Do you know what it is to be a positive influence on others. You have to think and be happy. When things are not going well for you or your parents you must think that soon the problem will go away and you will get better.

Sometimes people around you can make you feel very low by their negative thoughts 'its raining and there's nothing to do'. Don't let this get you down. For you can make a rainy day a jolly one if you think of things to do. Like indoor sports or even arranging your cupboard or room, going through all the old books and seeing what you have done. This can be very exciting because you will come across some very interesting stuff that you didn't know was there.

So don't let others ruin your day. Actually you can make others happy too if you make yourself feel happy and content. You will also be able to talk to your friends who are feeling low by cracking some jokes. This will automatically make one get out of their low moods.

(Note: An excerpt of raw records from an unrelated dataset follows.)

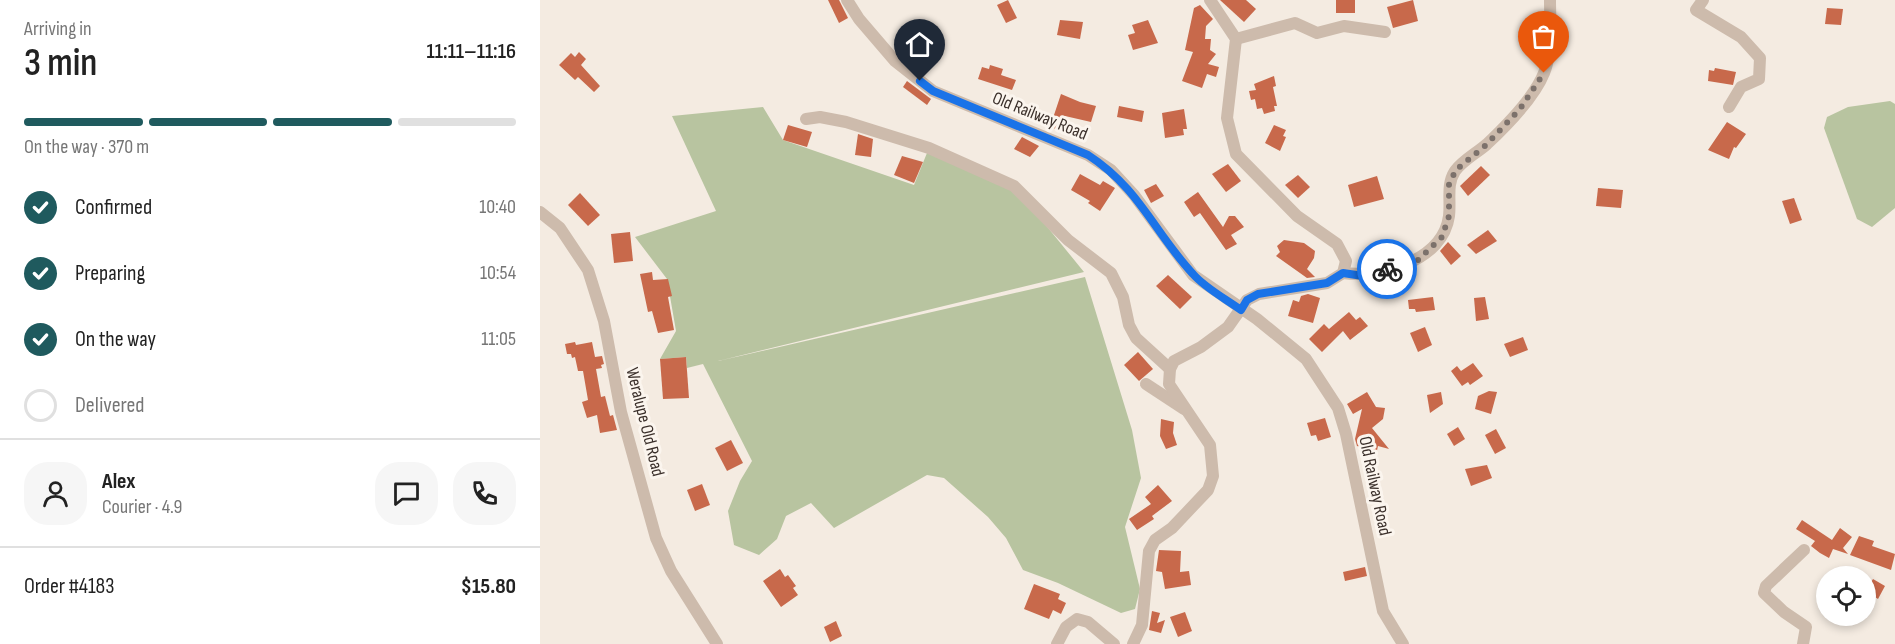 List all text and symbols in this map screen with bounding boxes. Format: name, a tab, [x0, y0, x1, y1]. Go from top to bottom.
pin	[1518, 11, 1569, 73]
text: Arriving in	[24, 17, 92, 41]
pin	[894, 19, 945, 81]
icon: bag	[1527, 20, 1560, 53]
icon: home	[903, 28, 936, 61]
text: 11:11–11:16	[427, 38, 516, 65]
text: 3 min	[24, 40, 97, 87]
street label: Old Railway Road	[989, 87, 1091, 145]
text: On the way · 370 m	[24, 135, 149, 159]
icon: check	[24, 191, 57, 224]
text: Confirmed	[75, 194, 152, 221]
text: 10:40	[479, 195, 516, 219]
courier	[1357, 239, 1417, 299]
icon: bike	[1371, 253, 1404, 286]
icon: check	[24, 257, 57, 290]
text: Preparing	[75, 260, 145, 287]
text: 10:54	[480, 261, 516, 285]
icon: check	[24, 323, 57, 356]
text: On the way	[75, 326, 156, 353]
text: 11:05	[481, 327, 516, 351]
street label: Weralupe Old Road	[621, 365, 669, 479]
text: Delivered	[75, 392, 144, 419]
street label: Old Railway Road	[1354, 435, 1396, 537]
button: person	[24, 462, 87, 525]
button: chat	[375, 462, 438, 525]
button: phone	[453, 462, 516, 525]
text: Alex	[102, 468, 135, 495]
text: Courier · 4.9	[102, 495, 182, 519]
map controls	[1816, 566, 1876, 626]
button: locate	[1816, 566, 1876, 626]
text: Order #4183	[24, 573, 114, 600]
text: $15.80	[461, 573, 516, 600]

Do continue to write in your lovely stories and art.

Until next time
Aunty Sunshine

  • A trip to Hantana
  • What school has to offer
  • If all were one
  • My self
  • School term test
  • My Granny
  • My Sister
  • My School
  • How I spent Vesak
  • Nature's beauty
  • Flowerless plants

  • A trip to Hantana

    Last week I went on a trip to Kandy with my family and relatives. We went to Kandy in a private coach. We had our breakfast at Kadugannawa. On the way all of us were singing songs and having a good time. We reached Kothmale around 11.00 am, and did a bit of sight seeing of the reservoir. Then we visited the Peradeniya gardens and had our lunch there. Before we left we visited the Dalada Maligawa and offered flowers since we were there. At last we reached Hantana. It is a huge hill with a fine jungle, so all of us decided to climb this moutain. We saw jungle fowls and other uncommon birds. Because it was tiring many did not climb to the top. At the top it was beautiful. Surrounded by a range of hills and Dumbara Valley below, was breathtaking. You could see Mahaveli river.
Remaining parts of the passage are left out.